» EXERCISE GOAL:
In the records below, find each line with "linecap" and copy it.

[Collected data]
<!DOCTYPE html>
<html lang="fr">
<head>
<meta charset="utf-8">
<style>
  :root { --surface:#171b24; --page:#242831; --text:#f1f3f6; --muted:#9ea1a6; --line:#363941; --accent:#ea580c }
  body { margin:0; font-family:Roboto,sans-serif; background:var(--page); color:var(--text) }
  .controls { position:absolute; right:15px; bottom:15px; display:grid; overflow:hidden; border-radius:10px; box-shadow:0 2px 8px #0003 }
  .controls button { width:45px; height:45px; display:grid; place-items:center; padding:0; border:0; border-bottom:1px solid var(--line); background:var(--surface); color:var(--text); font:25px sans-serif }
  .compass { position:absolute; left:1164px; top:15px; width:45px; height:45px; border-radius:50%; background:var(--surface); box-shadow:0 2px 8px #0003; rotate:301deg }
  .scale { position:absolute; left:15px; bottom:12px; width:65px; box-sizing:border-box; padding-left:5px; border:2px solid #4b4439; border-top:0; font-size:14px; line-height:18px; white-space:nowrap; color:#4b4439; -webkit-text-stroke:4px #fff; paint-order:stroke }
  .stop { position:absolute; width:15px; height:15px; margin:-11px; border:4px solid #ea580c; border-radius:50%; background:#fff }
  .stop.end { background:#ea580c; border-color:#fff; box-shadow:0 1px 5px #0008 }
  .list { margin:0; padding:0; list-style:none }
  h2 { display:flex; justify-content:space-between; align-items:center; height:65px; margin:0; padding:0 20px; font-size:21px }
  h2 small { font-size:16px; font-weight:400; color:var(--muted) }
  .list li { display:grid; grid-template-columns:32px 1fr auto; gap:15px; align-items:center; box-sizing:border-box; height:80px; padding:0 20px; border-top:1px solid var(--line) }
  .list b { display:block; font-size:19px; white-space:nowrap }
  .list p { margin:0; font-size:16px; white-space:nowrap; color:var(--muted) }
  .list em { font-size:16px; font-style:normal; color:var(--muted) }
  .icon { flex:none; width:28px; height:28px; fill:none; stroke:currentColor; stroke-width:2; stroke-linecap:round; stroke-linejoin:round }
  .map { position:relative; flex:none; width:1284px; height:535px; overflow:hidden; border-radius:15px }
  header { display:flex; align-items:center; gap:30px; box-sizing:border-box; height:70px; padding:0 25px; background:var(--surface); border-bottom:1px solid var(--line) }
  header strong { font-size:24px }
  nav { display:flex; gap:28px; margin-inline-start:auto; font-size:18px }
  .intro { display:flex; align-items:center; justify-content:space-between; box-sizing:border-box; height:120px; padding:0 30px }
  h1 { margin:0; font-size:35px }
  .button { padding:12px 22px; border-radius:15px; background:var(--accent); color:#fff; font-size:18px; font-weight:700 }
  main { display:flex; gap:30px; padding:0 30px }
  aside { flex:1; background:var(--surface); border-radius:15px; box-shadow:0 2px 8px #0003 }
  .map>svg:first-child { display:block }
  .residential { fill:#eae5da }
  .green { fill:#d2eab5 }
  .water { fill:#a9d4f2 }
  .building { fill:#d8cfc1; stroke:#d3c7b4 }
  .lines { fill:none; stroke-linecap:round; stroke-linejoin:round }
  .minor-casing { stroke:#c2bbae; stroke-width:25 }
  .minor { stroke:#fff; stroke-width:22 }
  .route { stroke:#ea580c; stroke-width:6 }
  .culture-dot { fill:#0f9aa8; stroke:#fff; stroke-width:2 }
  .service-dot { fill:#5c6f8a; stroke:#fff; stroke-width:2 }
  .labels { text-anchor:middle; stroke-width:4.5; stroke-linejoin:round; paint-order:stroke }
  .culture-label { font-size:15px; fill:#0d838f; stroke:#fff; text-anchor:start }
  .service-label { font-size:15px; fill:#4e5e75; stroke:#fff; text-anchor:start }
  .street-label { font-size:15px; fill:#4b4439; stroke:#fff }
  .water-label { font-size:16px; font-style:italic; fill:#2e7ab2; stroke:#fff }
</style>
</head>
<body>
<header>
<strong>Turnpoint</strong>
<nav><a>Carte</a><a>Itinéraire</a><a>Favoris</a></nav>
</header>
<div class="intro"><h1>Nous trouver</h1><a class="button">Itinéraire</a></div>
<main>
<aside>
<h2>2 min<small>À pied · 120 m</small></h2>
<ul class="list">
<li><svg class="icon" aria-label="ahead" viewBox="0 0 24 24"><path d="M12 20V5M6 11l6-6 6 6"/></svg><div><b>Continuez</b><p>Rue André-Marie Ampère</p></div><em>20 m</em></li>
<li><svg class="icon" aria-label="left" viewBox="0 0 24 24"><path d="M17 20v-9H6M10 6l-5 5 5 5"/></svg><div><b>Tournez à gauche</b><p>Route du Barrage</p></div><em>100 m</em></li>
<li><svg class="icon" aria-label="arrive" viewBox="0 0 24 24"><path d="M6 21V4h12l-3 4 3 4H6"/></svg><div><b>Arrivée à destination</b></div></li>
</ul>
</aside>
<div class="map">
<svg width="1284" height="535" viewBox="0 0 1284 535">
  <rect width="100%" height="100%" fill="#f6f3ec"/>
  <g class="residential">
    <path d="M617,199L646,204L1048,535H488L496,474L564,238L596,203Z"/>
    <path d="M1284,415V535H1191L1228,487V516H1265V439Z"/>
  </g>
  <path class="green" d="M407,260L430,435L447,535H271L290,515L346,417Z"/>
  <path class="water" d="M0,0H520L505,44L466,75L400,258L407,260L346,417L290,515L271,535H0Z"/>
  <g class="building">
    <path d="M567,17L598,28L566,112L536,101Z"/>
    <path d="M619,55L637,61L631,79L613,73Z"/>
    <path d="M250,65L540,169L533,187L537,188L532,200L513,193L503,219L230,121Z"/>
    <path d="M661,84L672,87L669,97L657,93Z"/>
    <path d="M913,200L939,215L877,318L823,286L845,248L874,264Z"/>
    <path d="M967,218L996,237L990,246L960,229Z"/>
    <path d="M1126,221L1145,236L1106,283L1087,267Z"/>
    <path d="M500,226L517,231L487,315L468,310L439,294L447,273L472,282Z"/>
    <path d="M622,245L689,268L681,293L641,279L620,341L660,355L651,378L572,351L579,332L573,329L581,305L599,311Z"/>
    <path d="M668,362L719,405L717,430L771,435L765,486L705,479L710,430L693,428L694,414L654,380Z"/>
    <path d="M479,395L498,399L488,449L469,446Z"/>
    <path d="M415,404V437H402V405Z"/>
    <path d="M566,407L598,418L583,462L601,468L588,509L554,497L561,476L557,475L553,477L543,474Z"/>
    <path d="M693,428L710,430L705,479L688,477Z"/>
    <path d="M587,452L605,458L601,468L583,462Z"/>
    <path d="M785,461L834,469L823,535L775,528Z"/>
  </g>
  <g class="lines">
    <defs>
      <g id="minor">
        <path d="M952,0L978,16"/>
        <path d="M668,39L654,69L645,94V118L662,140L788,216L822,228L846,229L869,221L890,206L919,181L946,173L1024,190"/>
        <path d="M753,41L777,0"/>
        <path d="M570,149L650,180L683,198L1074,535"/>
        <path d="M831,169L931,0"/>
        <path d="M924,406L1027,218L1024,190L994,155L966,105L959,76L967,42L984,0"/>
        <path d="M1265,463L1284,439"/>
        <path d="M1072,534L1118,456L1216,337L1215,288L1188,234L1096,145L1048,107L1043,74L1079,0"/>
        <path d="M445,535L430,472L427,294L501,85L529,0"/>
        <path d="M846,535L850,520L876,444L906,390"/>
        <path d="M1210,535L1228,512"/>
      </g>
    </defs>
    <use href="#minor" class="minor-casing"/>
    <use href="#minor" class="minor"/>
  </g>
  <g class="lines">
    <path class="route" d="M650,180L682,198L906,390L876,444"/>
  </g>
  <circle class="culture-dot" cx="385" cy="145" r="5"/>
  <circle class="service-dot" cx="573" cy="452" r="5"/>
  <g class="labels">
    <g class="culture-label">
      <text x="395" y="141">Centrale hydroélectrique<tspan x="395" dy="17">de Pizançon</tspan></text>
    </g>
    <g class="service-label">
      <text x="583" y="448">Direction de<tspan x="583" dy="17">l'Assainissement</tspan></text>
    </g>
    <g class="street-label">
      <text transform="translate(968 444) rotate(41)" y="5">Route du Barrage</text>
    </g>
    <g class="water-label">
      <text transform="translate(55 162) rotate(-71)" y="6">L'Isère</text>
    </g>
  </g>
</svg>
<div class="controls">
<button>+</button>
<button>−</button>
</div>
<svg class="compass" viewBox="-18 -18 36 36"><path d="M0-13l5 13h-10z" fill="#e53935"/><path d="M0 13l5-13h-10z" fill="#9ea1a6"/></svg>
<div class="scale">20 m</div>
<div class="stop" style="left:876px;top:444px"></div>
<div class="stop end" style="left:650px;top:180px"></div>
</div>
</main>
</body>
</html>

» RESPONSE BOX:
  .icon { flex:none; width:28px; height:28px; fill:none; stroke:currentColor; stroke-width:2; stroke-linecap:round; stroke-linejoin:round }
  .lines { fill:none; stroke-linecap:round; stroke-linejoin:round }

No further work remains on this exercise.